Diversification Opportunities for Salesforce and Siam City
-0.24 | Correlation Coefficient |
Very good diversification
The 3 months correlation between Salesforce and Siam is -0.24. Overlapping area represents the amount of risk that can be diversified away by holding Salesforce and Siam City Cement in the same portfolio, assuming nothing else is changed. The correlation between historical prices or returns on Siam City Cement and Salesforce is a relative statistical measure of the degree to which these equity instruments tend to move together. The correlation coefficient measures the extent to which returns on Salesforce are associated (or correlated) with Siam City. Values of the correlation coefficient range from -1 to +1, where. The correlation of zero (0) is possible when the price movement of Siam City Cement has no effect on the direction of Salesforce i.e., Salesforce and Siam City go up and down completely randomly.

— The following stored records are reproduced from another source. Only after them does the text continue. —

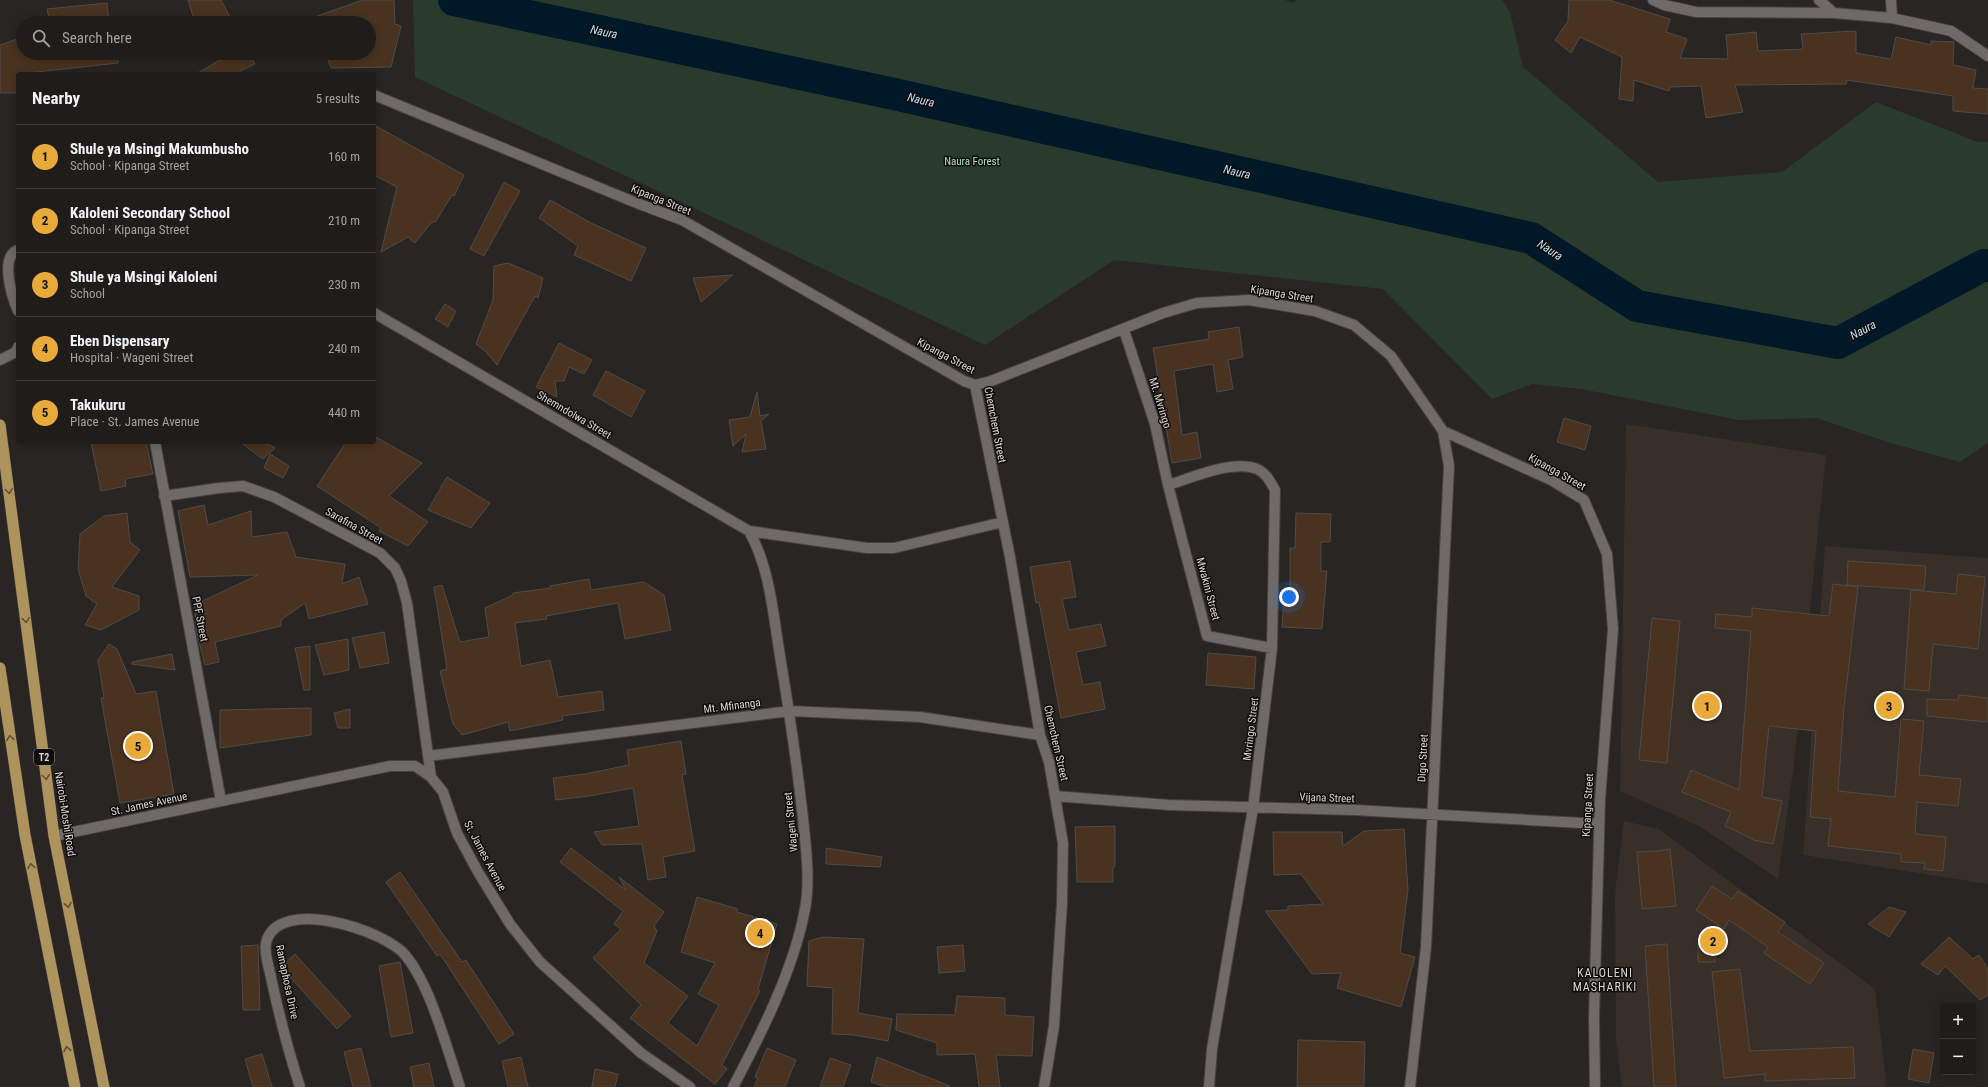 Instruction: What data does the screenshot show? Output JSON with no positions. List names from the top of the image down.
{
  "streets": {
    "highway": ["T2", "Nairobi-Moshi Road"],
    "street": [
      "Kipanga Street",
      "Mt. Mvringo",
      "Shemndolwa Street",
      "Chemchem Street",
      "Sarafina Street",
      "Mwakini Street",
      "PPF Street",
      "Mt. Mfinanga",
      "Mvringo Street",
      "Digo Street",
      "Vijana Street",
      "St. James Avenue",
      "Wageni Street",
      "Ramaphosa Drive"
    ]
  },
  "crossings": [
    ["Kipanga Street", "Mt. Mvringo"],
    ["Kipanga Street", "Chemchem Street"],
    ["Kipanga Street", "Digo Street"],
    ["Kipanga Street", "Vijana Street"],
    ["Mt. Mvringo", "Mwakini Street"],
    ["Mt. Mvringo", "Mvringo Street"],
    ["Shemndolwa Street", "Wageni Street"],
    ["Chemchem Street", "Mt. Mfinanga"],
    ["Chemchem Street", "Vijana Street"],
    ["Sarafina Street", "PPF Street"],
    ["Sarafina Street", "Mt. Mfinanga"],
    ["Sarafina Street", "St. James Avenue"],
    ["Mwakini Street", "Mvringo Street"],
    ["PPF Street", "St. James Avenue"],
    ["Mt. Mfinanga", "Wageni Street"],
    ["Mvringo Street", "Vijana Street"],
    ["Digo Street", "Vijana Street"],
    ["St. James Avenue", "Nairobi-Moshi Road"]
  ],
  "districts": ["KALOLENI MASHARIKI"],
  "water": ["Naura"],
  "parks": ["Naura Forest"],
  "page": {
    "search": "Search here",
    "heading": ["Nearby", "5 results"],
    "list": [
      {
        "mark": "1",
        "name": "Shule ya Msingi Makumbusho",
        "note": "School · Kipanga Street",
        "value": "160 m"
      },
      {
        "mark": "2",
        "name": "Kaloleni Secondary School",
        "note": "School · Kipanga Street",
        "value": "210 m"
      },
      {
        "mark": "3",
        "name": "Shule ya Msingi Kaloleni",
        "note": "School",
        "value": "230 m"
      },
      {
        "mark": "4",
        "name": "Eben Dispensary",
        "note": "Hospital · Wageni Street",
        "value": "240 m"
      },
      {
        "mark": "5",
        "name": "Takukuru",
        "note": "Place · St. James Avenue",
        "value": "440 m"
      }
    ],
    "pins": [
      "1",
      "3",
      "5",
      "4",
      "2"
    ],
    "map_buttons": ["+", "−"]
  }
} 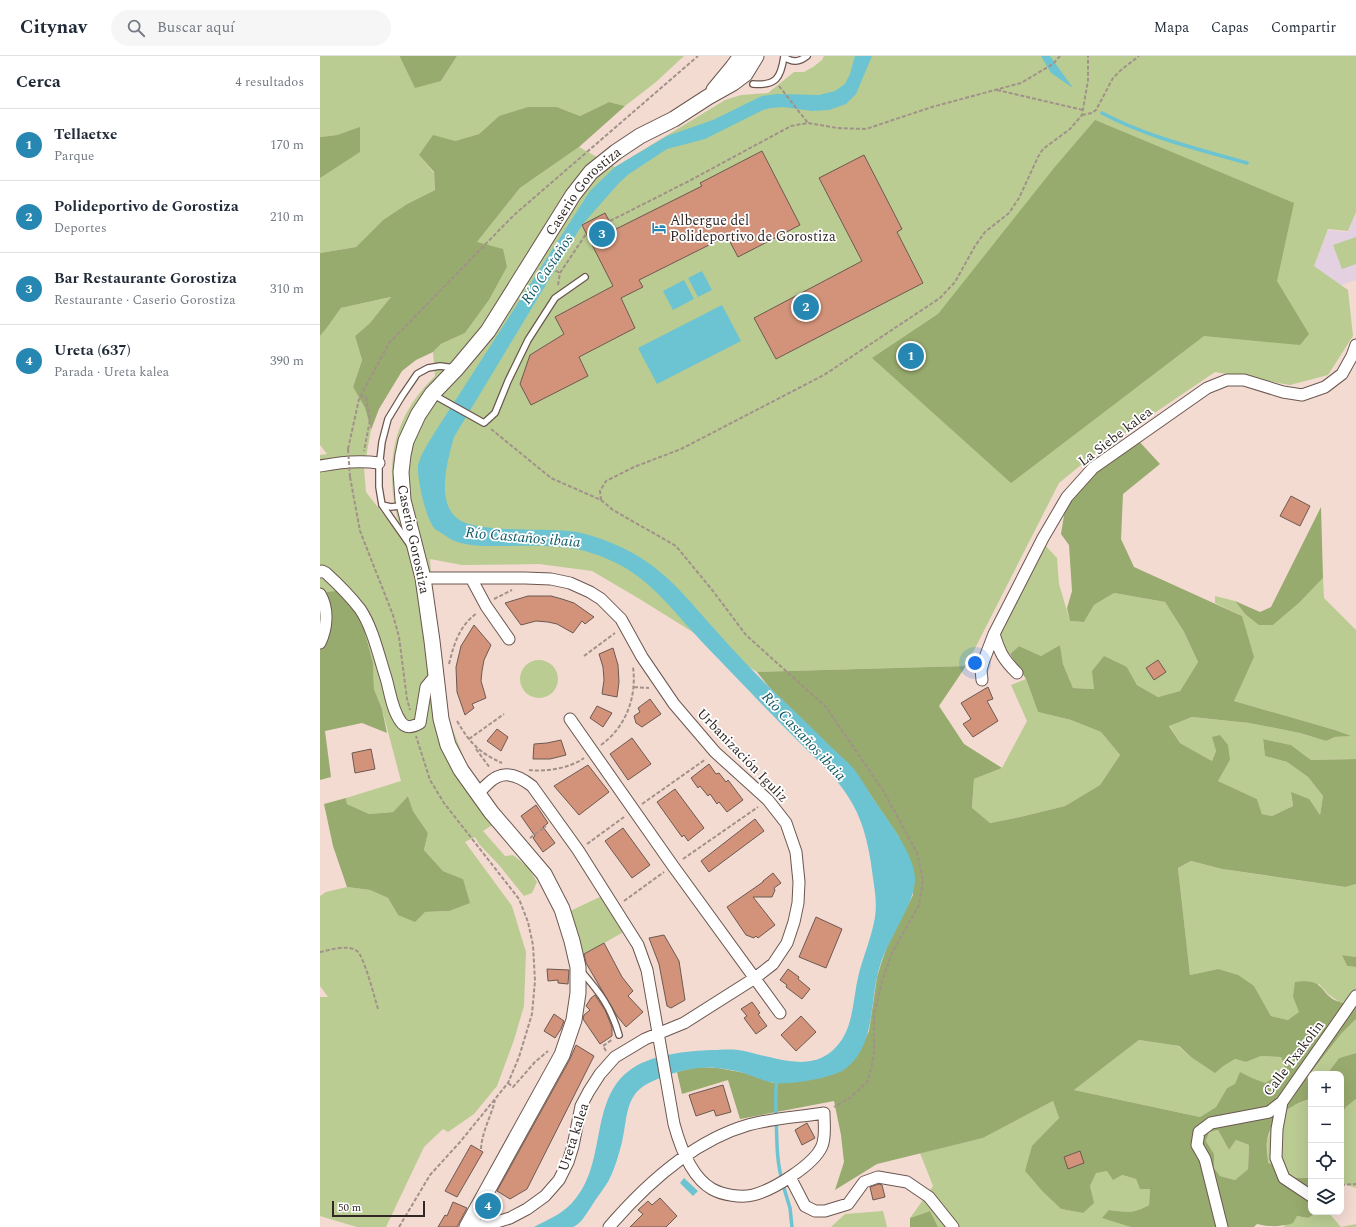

Pair Corralation between Salesforce and Siam City
Considering the 90-day investment horizon Salesforce is expected to generate 2.79 times more return on investment than Siam City. However, Salesforce is 2.79 times more volatile than Siam City Cement. It trades about 0.1 of its potential returns per unit of risk. Siam City Cement is currently generating about -0.06 per unit of risk. If you would invest 33,066 in Salesforce on November 3, 2024 and sell it today you would earn a total of 1,104 from holding Salesforce or generate 3.34% return on investment over 90 days.
Time Period | 3 Months [change] |
Direction | Moves Against |
Strength | Insignificant |
Accuracy | 91.3% |
Values | Daily Returns |
Salesforce vs. Siam City Cement
Performance |
Timeline |
Salesforce |
Siam City Cement |
Salesforce and Siam City Volatility Contrast
Predicted Return Density |
Returns |
Pair Trading with Salesforce and Siam City
The main advantage of trading using opposite Salesforce and Siam City positions is that it hedges away some unsystematic risk. Because of two separate transactions, even if Salesforce position performs unexpectedly, Siam City can make up some of the losses. Pair trading also minimizes risk from directional movements in the market. For example, if an entire industry or sector drops because of unexpected headlines, the short position in Siam City will offset losses from the drop in Siam City's long position.Salesforce vs. Zoom Video Communications | Salesforce vs. C3 Ai Inc | Salesforce vs. Shopify | Salesforce vs. Workday |
Siam City vs. The Siam Cement | Siam City vs. SCB X Public | Siam City vs. Bangkok Bank Public | Siam City vs. PTT Public |
Check out your portfolio center.Note that this page's information should be used as a complementary analysis to find the right mix of equity instruments to add to your existing portfolios or create a brand new portfolio. You can also try the Pattern Recognition module to use different Pattern Recognition models to time the market across multiple global exchanges.